Search the records below for "labels"; copy each line that has it.
───
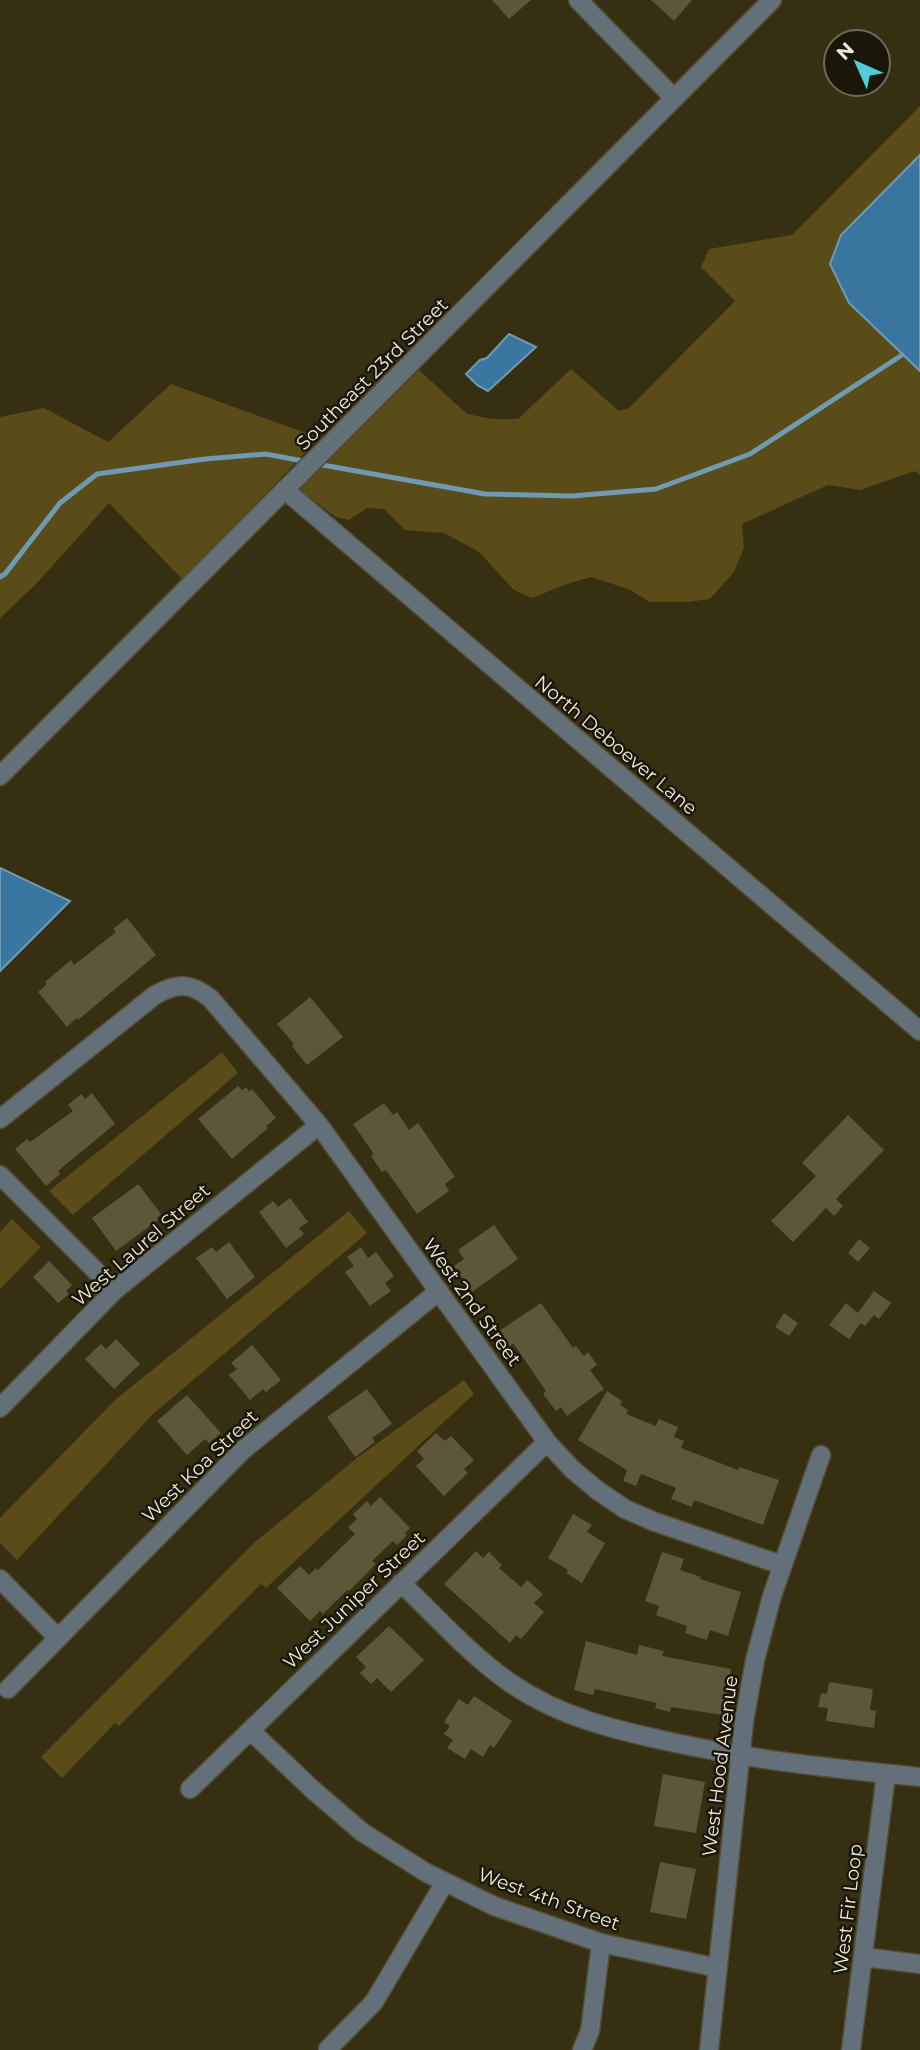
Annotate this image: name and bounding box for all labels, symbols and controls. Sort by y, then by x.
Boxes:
north arrow [822,28,892,98]
text: N [832,38,859,65]
street label: Southeast 23rd Street [291,293,453,455]
street label: North Deboever Lane [530,670,702,820]
street label: West Laurel Street [67,1179,215,1311]
street label: West 2nd Street [418,1234,526,1371]
street label: West Koa Street [137,1405,263,1527]
street label: West Juniper Street [278,1526,430,1674]
street label: West Hood Avenue [697,1674,743,1858]
street label: West Fir Loop [829,1842,867,1975]
street label: West 4th Street [475,1863,623,1935]

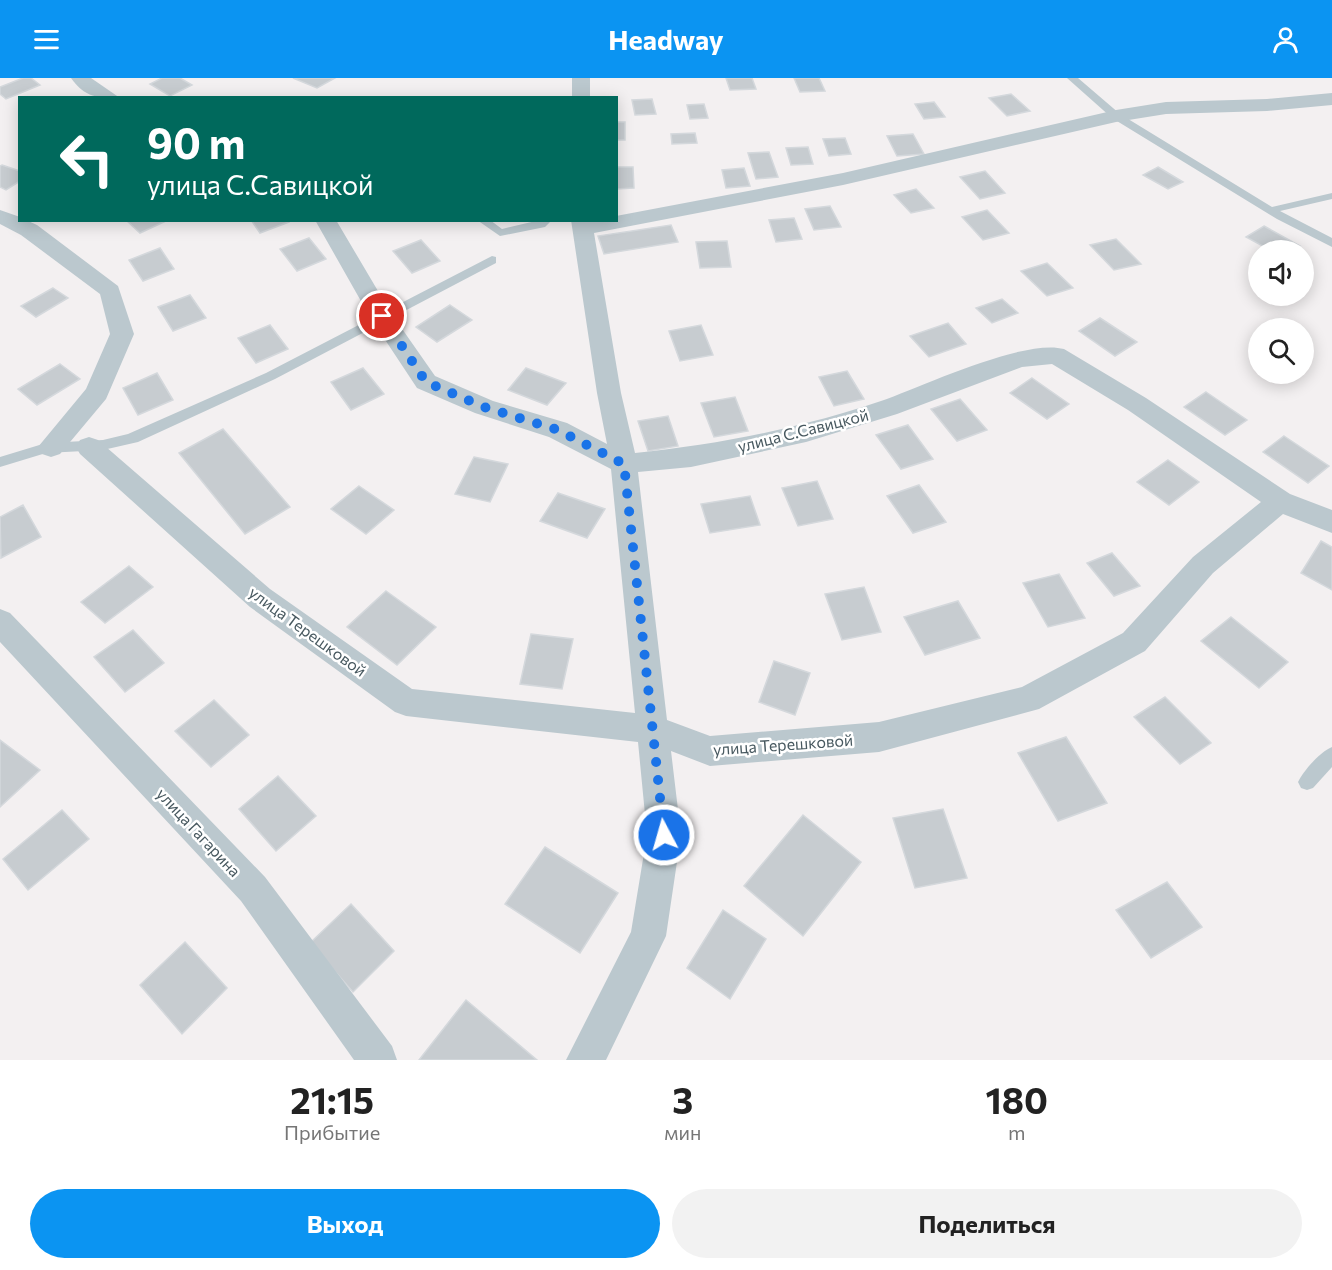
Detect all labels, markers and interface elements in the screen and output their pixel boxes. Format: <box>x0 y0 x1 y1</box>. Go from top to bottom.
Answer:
icon: menu <box>30 23 63 56</box>
text: Headway <box>608 23 724 56</box>
icon: person <box>1269 23 1302 56</box>
text: 90 m <box>147 116 246 168</box>
icon: left <box>48 120 126 198</box>
text: улица С.Савицкой <box>147 168 374 201</box>
map controls <box>1248 240 1314 384</box>
button: sound <box>1248 240 1314 306</box>
pin <box>356 290 407 341</box>
icon: arrive <box>365 299 398 332</box>
button: search <box>1248 318 1314 384</box>
street label: улица С.Савицкой <box>736 405 870 455</box>
street label: улица Терешковой <box>246 582 370 680</box>
street label: улица Терешковой <box>712 730 854 758</box>
street label: улица Гагарина <box>153 784 245 880</box>
position arrow <box>632 803 696 867</box>
text: 21:15 <box>290 1077 374 1121</box>
text: 3 <box>672 1077 693 1121</box>
text: 180 <box>985 1077 1048 1121</box>
text: Прибытие <box>284 1120 380 1144</box>
text: мин <box>664 1120 701 1144</box>
text: m <box>1008 1120 1025 1144</box>
button: Выход <box>30 1189 660 1258</box>
button: Поделиться <box>672 1189 1302 1258</box>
───
— Answer —
Annotate this image: name and bounding box for all labels, symbols and controls. Sort by y, then by x.
Detect all labels, markers and interface elements in the screen and output their pixel boxes. Format: <box>x0 y0 x1 y1</box>. Go from top to bottom.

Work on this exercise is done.